Hi I'm Tamiqua Wife and Mother of 3. I became a Breastfeeding Advocate and a Mom to Mom Peer Educator in 2012 while breastfeeding my son. I'm here to help with anything from Prenatal Breastfeeding Education, Getting Baby to Latch, Introducing a Bottle to Preparing to go back to work. My overall goal is to help Mom and Baby establish and reach their Breastfeeding Goal. Every journey looks different no two roads are ever alike. Book an appointment today and lets work on yours together.
I am a mom of 3 but I have only breastfed 2 of my 3 children. I had my oldest in 2003 and I was 21 years old. Hospitals where not baby friendly, moms where still given diaper bags with cases of formula when they left, and baby nurseries still existed. I didn’t breastfeed because I didn’t know it was an option for me. Despite growing up seeing my mom breastfeed my youngest sister she was the only person I knew who had ever breastfed and at that time she was a stay at home mom. I knew in 8 weeks I would be going back to work. At three weeks old my daughter my daughter was diagnosed with a milk protein sensitivity. She was switched to Similac Alimentum which she remained on until she outgrew her allergy at 18 months. At the time I was fortunate to have qualified for WIC, a Woman Infant Children Supplemental Nutrition Program since at the time the cost of the formula was extremely expensive.
When I got pregnant with my son in 2011 I knew right away that I would breastfeed by then there had been enough information readily available for me to google the benefits of breastfeeding. I am privileged to have a twin sister who is a physician who was doing her OB/GYN Residency at the time of my pregnancy and a OB/GYN who was extremely supportive who had also breastfed both of her children. After 24 hours of a stalled induction I had an emergency C-section my son was born healthy and we went on to breastfeed for 2 years and 2 months. We had a relatively “easy” or “normal” breastfeeding journey but it almost ended as soon as it began. You see after we where wheeled up from recovery and into the hospital room in walked in the hospital lactation consultant. This was the first time I was meeting a lactation consultant in person.

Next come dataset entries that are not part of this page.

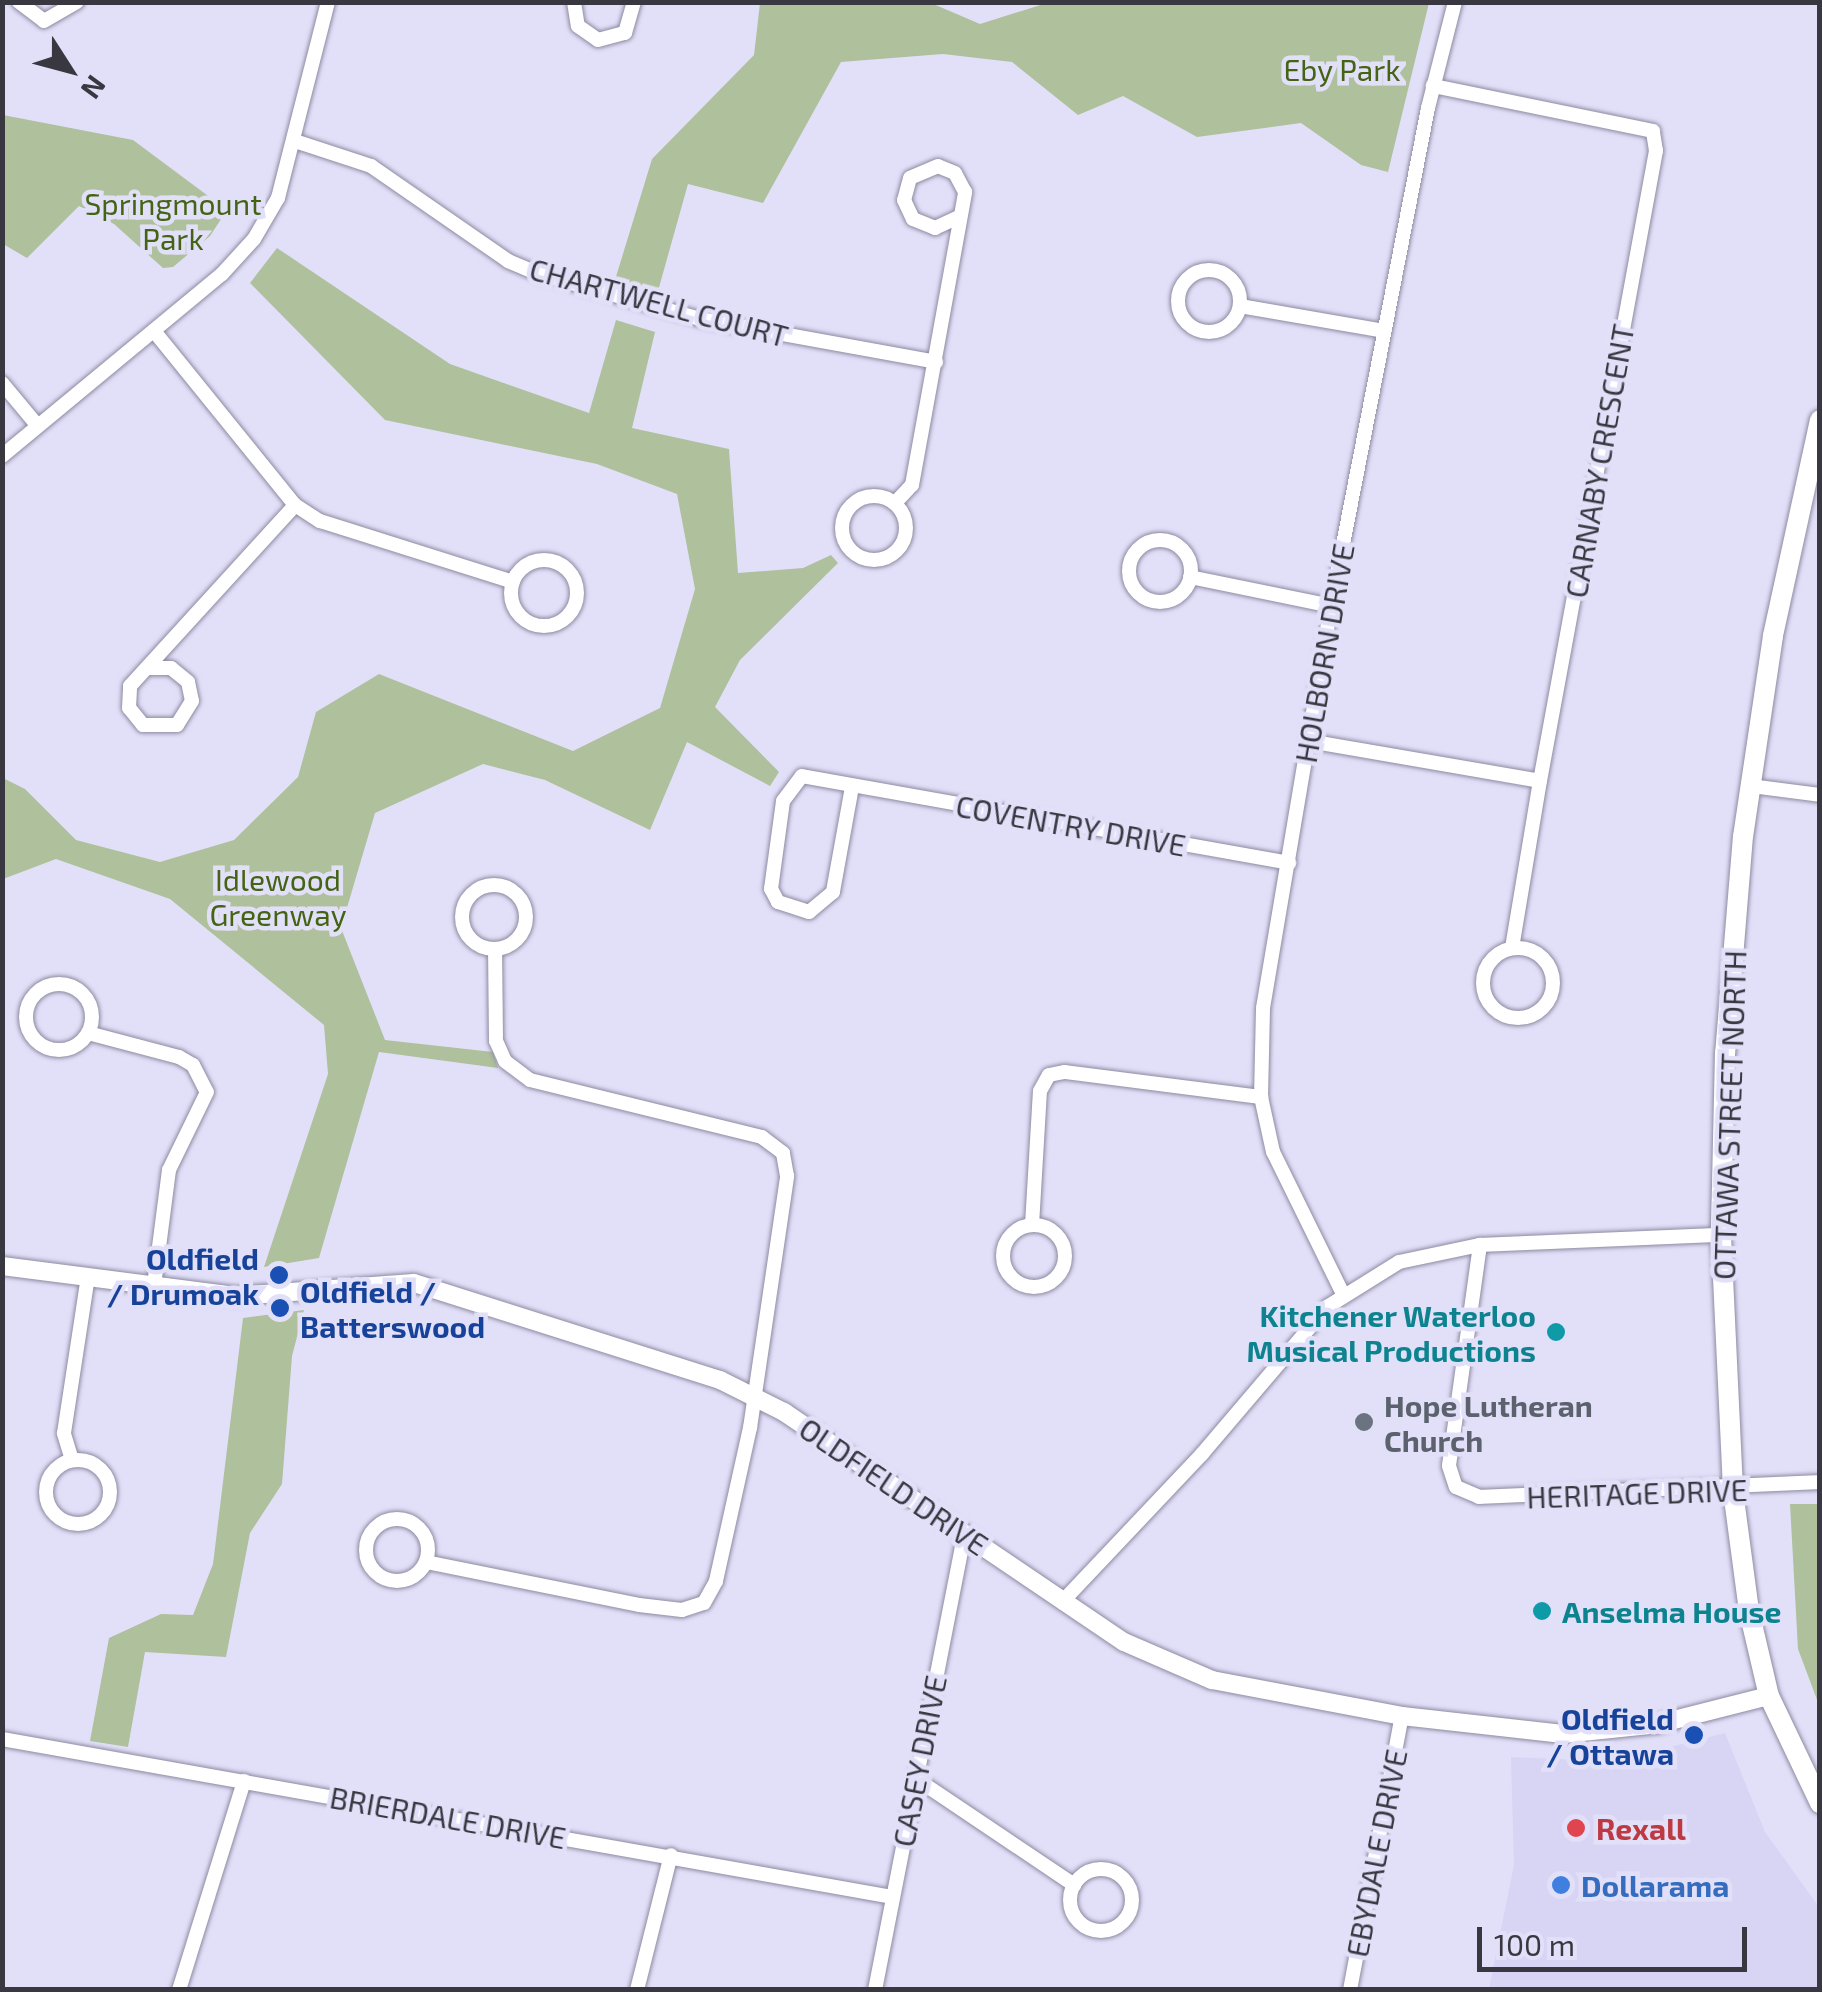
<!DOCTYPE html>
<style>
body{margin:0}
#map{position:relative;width:1822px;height:1992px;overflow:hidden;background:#e2e0f9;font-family:"Exo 2",sans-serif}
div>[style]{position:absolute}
.built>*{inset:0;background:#d7d4f4}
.green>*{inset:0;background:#afc09c}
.roads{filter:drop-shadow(0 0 2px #8d8aa1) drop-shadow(0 0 2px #8d8aa1)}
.minor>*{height:14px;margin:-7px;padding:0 7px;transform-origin:7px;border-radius:7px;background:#fff}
.minor>.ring{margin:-7px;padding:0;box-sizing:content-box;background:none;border:14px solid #fff;border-radius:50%}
.tertiary>*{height:18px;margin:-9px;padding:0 9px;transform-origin:9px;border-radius:9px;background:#fff}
.secondary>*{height:20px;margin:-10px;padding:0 10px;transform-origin:10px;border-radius:10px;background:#fff}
.dots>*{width:28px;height:28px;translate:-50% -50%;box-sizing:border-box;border:5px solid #e2e0f9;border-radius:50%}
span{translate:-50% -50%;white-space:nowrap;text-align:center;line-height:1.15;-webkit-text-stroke:9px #e2e0f9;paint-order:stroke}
.park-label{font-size:30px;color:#446313}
.street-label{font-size:30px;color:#393841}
.transit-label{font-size:30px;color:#164399;font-weight:700}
.right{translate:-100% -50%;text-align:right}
.left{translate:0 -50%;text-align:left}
.culture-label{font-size:30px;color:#0d838f;font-weight:700}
.worship-label{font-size:30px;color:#5b616d;font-weight:700}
.health-label{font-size:30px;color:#be3a42;font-weight:700}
.shop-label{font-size:30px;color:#366cbe;font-weight:700}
.frame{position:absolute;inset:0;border:5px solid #393841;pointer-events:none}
.north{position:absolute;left:20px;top:20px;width:100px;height:100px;-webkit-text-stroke:8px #e2e0f9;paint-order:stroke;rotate:126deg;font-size:28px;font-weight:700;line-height:40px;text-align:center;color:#393841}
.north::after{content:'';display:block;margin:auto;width:35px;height:45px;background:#393841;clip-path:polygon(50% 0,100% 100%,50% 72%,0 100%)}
.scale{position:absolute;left:1477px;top:1927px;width:270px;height:45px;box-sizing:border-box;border:5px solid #393841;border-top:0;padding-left:12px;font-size:30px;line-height:35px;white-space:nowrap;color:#393841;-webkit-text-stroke:8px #e2e0f9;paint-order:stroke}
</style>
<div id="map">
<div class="built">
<div style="clip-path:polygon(1725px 1733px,1765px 1832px,1819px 1907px,1819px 1989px,1489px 1989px,1514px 1865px,1511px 1757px,1580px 1760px,1650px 1752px)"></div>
</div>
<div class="green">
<div style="clip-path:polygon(1050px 2px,1429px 3px,1388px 172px,1361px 165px,1301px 123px,1197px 137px,1123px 96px,1078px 115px,1012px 62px,943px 54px,841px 62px,763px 203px,688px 184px,658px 291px,615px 280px,652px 159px,754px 55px,760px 3px,931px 3px,980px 24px)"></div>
<div style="clip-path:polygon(3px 115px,133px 140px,227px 210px,210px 236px,173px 267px,163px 268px,114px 224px,79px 206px,27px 258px,3px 244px)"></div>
<div style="clip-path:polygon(277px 248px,450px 364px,589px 413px,616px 320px,655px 332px,632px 428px,729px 449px,738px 573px,803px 568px,831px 555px,838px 563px,740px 660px,715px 707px,779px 772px,770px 786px,687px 742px,650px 830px,545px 780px,483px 764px,375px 813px,341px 928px,385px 1040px,493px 1052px,498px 1068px,379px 1052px,319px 1258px,264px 1267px,328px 1074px,324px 1025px,170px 899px,56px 859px,3px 879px,3px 778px,25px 789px,76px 840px,160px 862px,234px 840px,298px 777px,316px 712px,379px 674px,573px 751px,660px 708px,695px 589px,677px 494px,597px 464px,385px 420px,250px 283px)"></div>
<div style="clip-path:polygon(304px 1310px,292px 1356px,282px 1484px,250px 1533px,226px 1657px,145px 1652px,128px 1747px,90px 1741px,109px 1638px,161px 1614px,193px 1615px,213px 1564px,243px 1318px)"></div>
<div style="clip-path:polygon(1790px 1504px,1819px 1504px,1819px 1705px,1798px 1649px)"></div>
</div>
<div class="roads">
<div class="minor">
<div style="left:19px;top:2px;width:31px;rotate:37deg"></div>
<div style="left:44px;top:21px;width:38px;rotate:-30deg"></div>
<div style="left:574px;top:2px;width:24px;rotate:81deg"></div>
<div style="left:578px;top:26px;width:24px;rotate:35deg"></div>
<div style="left:598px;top:40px;width:28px;rotate:-15deg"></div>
<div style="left:625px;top:33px;width:32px;rotate:-74deg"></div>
<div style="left:295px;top:141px;width:80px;rotate:18.2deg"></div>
<div style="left:371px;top:166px;width:167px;rotate:34.7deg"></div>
<div style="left:508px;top:261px;width:34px;rotate:23deg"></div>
<div style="left:539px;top:274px;width:167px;rotate:15.6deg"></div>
<div style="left:700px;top:319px;width:240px;rotate:10.3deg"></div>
<div class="ring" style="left:1178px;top:270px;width:48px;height:48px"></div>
<div style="left:1240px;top:306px;width:146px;rotate:9.8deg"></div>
<div style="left:154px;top:331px;width:224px;rotate:51deg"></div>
<div style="left:295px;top:505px;width:30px;rotate:33deg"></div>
<div style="left:320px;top:521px;width:202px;rotate:17.5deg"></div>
<div style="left:2px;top:383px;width:55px;rotate:50.2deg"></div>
<div style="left:2px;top:456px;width:286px;rotate:-39.6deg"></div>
<div style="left:222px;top:274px;width:47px;rotate:-47.6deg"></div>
<div style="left:254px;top:239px;width:48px;rotate:-59.7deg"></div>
<div style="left:278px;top:198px;width:202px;rotate:-75.7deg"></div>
<div class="ring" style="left:842px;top:496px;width:50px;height:50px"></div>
<div style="left:895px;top:503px;width:25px;rotate:-47deg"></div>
<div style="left:912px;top:485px;width:298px;rotate:-79.7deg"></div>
<div style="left:965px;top:192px;width:21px;rotate:-118deg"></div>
<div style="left:955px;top:173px;width:18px;rotate:-158deg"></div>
<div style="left:938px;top:166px;width:30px;rotate:157deg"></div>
<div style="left:910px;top:178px;width:23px;rotate:105deg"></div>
<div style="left:904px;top:200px;width:21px;rotate:65deg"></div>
<div style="left:913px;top:219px;width:24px;rotate:22deg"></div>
<div style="left:935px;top:228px;width:26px;rotate:-25deg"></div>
<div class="ring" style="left:1129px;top:540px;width:48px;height:48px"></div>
<div class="ring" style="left:511px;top:560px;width:52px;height:52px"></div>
<div style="left:1190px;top:577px;width:144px;rotate:11.6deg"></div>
<div style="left:147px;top:668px;width:24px"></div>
<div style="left:171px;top:668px;width:22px;rotate:39deg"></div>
<div style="left:188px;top:682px;width:19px;rotate:78deg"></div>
<div style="left:192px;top:701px;width:28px;rotate:122deg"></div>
<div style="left:177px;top:725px;width:34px;rotate:180deg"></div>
<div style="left:143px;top:725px;width:22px;rotate:-129deg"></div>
<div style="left:129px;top:708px;width:22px;rotate:-87deg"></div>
<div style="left:130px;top:686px;width:245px;rotate:-47.6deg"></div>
<div style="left:1309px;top:741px;width:234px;rotate:9.8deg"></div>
<div style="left:1540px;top:781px;width:641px;rotate:-79.57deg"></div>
<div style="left:1656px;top:151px;width:20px;rotate:-99deg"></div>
<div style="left:1653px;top:131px;width:225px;rotate:-168.4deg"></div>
<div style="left:1751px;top:786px;width:70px;rotate:7.4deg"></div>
<div style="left:852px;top:787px;width:107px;rotate:100.3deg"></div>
<div style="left:833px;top:892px;width:31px;rotate:140deg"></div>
<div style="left:809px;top:912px;width:33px;rotate:-162deg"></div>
<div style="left:778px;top:902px;width:15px;rotate:-118deg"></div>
<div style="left:771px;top:889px;width:89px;rotate:-82.2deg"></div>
<div style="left:783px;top:801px;width:31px;rotate:-53deg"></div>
<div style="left:802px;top:776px;width:495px;rotate:10.1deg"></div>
<div class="ring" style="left:462px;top:885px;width:50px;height:50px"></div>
<div class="ring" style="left:1483px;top:948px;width:56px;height:56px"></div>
<div style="left:1512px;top:948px;width:169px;rotate:-80.5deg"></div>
<div class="ring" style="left:26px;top:984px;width:52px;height:52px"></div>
<div style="left:88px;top:1033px;width:94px;rotate:14.8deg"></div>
<div style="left:179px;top:1057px;width:16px;rotate:30deg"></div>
<div style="left:193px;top:1065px;width:30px;rotate:63deg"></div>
<div style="left:207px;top:1092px;width:87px;rotate:116deg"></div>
<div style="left:169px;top:1170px;width:117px;rotate:97.4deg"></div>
<div class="ring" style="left:1003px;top:1225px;width:48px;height:48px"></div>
<div style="left:1032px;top:1225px;width:134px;rotate:-86.6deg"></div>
<div style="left:1040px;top:1091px;width:18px;rotate:-61deg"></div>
<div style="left:1049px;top:1075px;width:16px;rotate:-11deg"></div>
<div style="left:1065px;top:1072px;width:198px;rotate:7.3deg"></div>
<div style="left:1480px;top:1245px;width:223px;rotate:98deg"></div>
<div style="left:1449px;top:1466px;width:22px;rotate:72deg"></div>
<div style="left:1456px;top:1487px;width:25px;rotate:23deg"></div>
<div style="left:1479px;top:1497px;width:341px;rotate:-2.5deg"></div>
<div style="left:1343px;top:1294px;width:158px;rotate:-116.2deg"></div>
<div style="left:1273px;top:1152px;width:56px;rotate:-102.3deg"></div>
<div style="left:1261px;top:1097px;width:89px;rotate:-88.7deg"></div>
<div style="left:1263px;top:1008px;width:408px;rotate:-80.4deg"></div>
<div style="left:1331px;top:606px;width:507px;rotate:-78.98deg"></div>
<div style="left:1428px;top:108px;width:109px;rotate:-75.7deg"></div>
<div style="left:72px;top:1460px;width:28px;rotate:-107deg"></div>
<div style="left:64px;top:1433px;width:158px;rotate:-81.3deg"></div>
<div class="ring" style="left:46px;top:1460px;width:50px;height:50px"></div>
<div class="ring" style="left:366px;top:1519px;width:48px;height:48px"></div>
<div style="left:426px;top:1562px;width:217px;rotate:11.4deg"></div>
<div style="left:639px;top:1605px;width:43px;rotate:6.6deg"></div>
<div style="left:682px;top:1610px;width:23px;rotate:-18deg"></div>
<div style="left:704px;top:1603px;width:25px;rotate:-61deg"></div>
<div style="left:716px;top:1581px;width:157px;rotate:-77.5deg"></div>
<div style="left:750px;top:1428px;width:255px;rotate:-81.6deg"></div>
<div style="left:787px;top:1176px;width:23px;rotate:-100deg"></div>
<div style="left:783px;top:1153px;width:26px;rotate:-143deg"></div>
<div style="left:762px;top:1137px;width:239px;rotate:-166.2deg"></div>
<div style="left:530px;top:1080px;width:31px;rotate:-143deg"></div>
<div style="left:505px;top:1061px;width:22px;rotate:-114deg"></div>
<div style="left:496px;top:1041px;width:92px;rotate:-90.6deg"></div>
<div style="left:1062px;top:1602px;width:204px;rotate:-46.6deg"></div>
<div style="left:1202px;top:1454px;width:193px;rotate:-49.6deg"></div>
<div style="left:1327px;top:1307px;width:85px;rotate:-32deg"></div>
<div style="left:1399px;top:1262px;width:83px;rotate:-11.9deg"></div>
<div style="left:1480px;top:1245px;width:241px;rotate:-2.4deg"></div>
<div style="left:2px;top:1739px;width:905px;rotate:10.06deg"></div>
<div style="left:915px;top:1778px;width:192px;rotate:33.9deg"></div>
<div class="ring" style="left:1070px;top:1869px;width:48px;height:48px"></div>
<div style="left:179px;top:1990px;width:219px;rotate:-72.7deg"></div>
<div style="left:637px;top:1990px;width:139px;rotate:-75.9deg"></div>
<div style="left:875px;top:1990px;width:467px;rotate:-78.9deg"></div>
<div style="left:1350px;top:1990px;width:279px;rotate:-79.3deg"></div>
</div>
<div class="tertiary">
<div style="left:2px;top:1266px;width:237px;rotate:7.3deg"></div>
<div style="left:237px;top:1296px;width:177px;rotate:-4.2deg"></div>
<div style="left:414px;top:1283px;width:321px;rotate:17.6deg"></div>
<div style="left:720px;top:1380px;width:72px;rotate:26.6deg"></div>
<div style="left:784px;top:1412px;width:410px;rotate:34.1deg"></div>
<div style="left:1124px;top:1642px;width:96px;rotate:23.4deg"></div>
<div style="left:1212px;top:1680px;width:193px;rotate:10.7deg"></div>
<div style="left:1402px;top:1716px;width:162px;rotate:6.4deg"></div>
<div style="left:1563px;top:1734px;width:96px;rotate:-6deg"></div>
<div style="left:1658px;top:1724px;width:114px;rotate:-14.2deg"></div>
</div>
<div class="secondary">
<div style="left:1820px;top:420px;width:221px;rotate:102.3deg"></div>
<div style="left:1773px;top:636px;width:202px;rotate:98.5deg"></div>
<div style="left:1743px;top:836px;width:218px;rotate:94.7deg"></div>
<div style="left:1725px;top:1053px;width:182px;rotate:91.3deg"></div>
<div style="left:1721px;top:1235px;width:256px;rotate:87.3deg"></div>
<div style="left:1733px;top:1491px;width:121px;rotate:82.4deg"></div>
<div style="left:1749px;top:1611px;width:87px;rotate:76.8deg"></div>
<div style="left:1769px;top:1696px;width:119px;rotate:64.5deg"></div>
</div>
</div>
<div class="dots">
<div style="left:279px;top:1275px;background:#1a4fb4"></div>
<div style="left:280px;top:1308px;background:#1a4fb4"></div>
<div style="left:1556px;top:1332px;background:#0f9aa8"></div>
<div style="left:1364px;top:1422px;background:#6b7280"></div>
<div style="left:1542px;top:1611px;background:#0f9aa8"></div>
<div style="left:1694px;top:1735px;background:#1a4fb4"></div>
<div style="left:1576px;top:1828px;background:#e0444e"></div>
<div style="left:1561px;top:1885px;background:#3f7fe0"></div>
</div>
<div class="park-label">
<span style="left:1342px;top:69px">Eby Park</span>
<span style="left:173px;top:220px">Springmount<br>Park</span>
<span style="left:278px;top:896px">Idlewood<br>Greenway</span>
</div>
<div class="street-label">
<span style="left:659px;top:302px;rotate:15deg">CHARTWELL COURT</span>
<span style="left:1599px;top:461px;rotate:-80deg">CARNABY CRESCENT</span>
<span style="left:1324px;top:653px;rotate:-80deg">HOLBORN DRIVE</span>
<span style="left:1071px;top:825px;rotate:10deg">COVENTRY DRIVE</span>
<span style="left:1729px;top:1115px;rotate:-88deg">OTTAWA STREET NORTH</span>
<span style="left:894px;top:1486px;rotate:34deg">OLDFIELD DRIVE</span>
<span style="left:1637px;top:1493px;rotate:-2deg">HERITAGE DRIVE</span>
<span style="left:919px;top:1761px;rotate:-79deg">CASEY DRIVE</span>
<span style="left:448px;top:1817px;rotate:10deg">BRIERDALE DRIVE</span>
<span style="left:1376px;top:1853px;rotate:-79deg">EBYDALE DRIVE</span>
</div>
<div class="transit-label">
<span class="right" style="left:259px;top:1275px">Oldfield<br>/ Drumoak</span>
<span class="left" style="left:300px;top:1308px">Oldfield /<br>Batterswood</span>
<span class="right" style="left:1674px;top:1735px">Oldfield<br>/ Ottawa</span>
</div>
<div class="culture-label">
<span class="right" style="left:1536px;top:1332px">Kitchener Waterloo<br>Musical Productions</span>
<span class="left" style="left:1562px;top:1611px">Anselma House</span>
</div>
<div class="worship-label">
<span class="left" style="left:1384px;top:1422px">Hope Lutheran<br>Church</span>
</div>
<div class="health-label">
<span class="left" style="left:1596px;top:1828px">Rexall</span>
</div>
<div class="shop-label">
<span class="left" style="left:1581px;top:1885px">Dollarama</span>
</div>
<div class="frame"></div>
<div class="north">N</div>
<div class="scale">100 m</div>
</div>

I would love to say it was a pleasant experience, but it wasn’t. She was only in the room about 10 minutes. And in that 10 minutes she had diagnosed my son with a tongue- tie and said he needed to get it snipped our else he wouldn’t be able to nurse. That could have been the end of our journey, but I wasn’t giving up. I attended the breastfeeding classes that the hospital held, and we worked on our latch.
I had my youngest daughter in June of 2016, she surprised us by coming 3 weeks ahead of her scheduled c-section date. She was a late-preterm infant since she was born before 37 weeks. With her I not only had an oversupply of milk but she too also turned out to have a milk protein allergy. I know many would think that having an over supply is better than having a low supply but it isn’t fun at all. I ended up mastitis 3 times. At 3 weeks old I began to eliminate all dairy from my diet so I could continue to breastfeed her. In April of 2018 I was diagnosed with a rare Desmoid Tumor and in June I started to under go Radiation Treatment. Despite long distance and radiation we still continued to breastfeed. Neither one of us was ready to stop. I did consult my doctor prior and while undergoing treatment. Radiation does not cross into the milk supply and this is not medical advice. She is 2.5 now as I type this and we are still breastfeeding.
I share my story to let you know that like every pregnancy every breastfeeding journey will be different. No two will ever look alike. I was encouraged to become a Lactation Counselor not only because of my experiences breastfeeding my children but because of my experiences along the way. From my first interaction with a Lactation Consultant, to never having met one in person who looks like me, to the challenges I faced when returning to work to being diagnosed with Cancer along the way. I want to encourage, support and educate every woman to know she has a choice in breastfeeding, and she can make her journey look like whatever she wants it to be.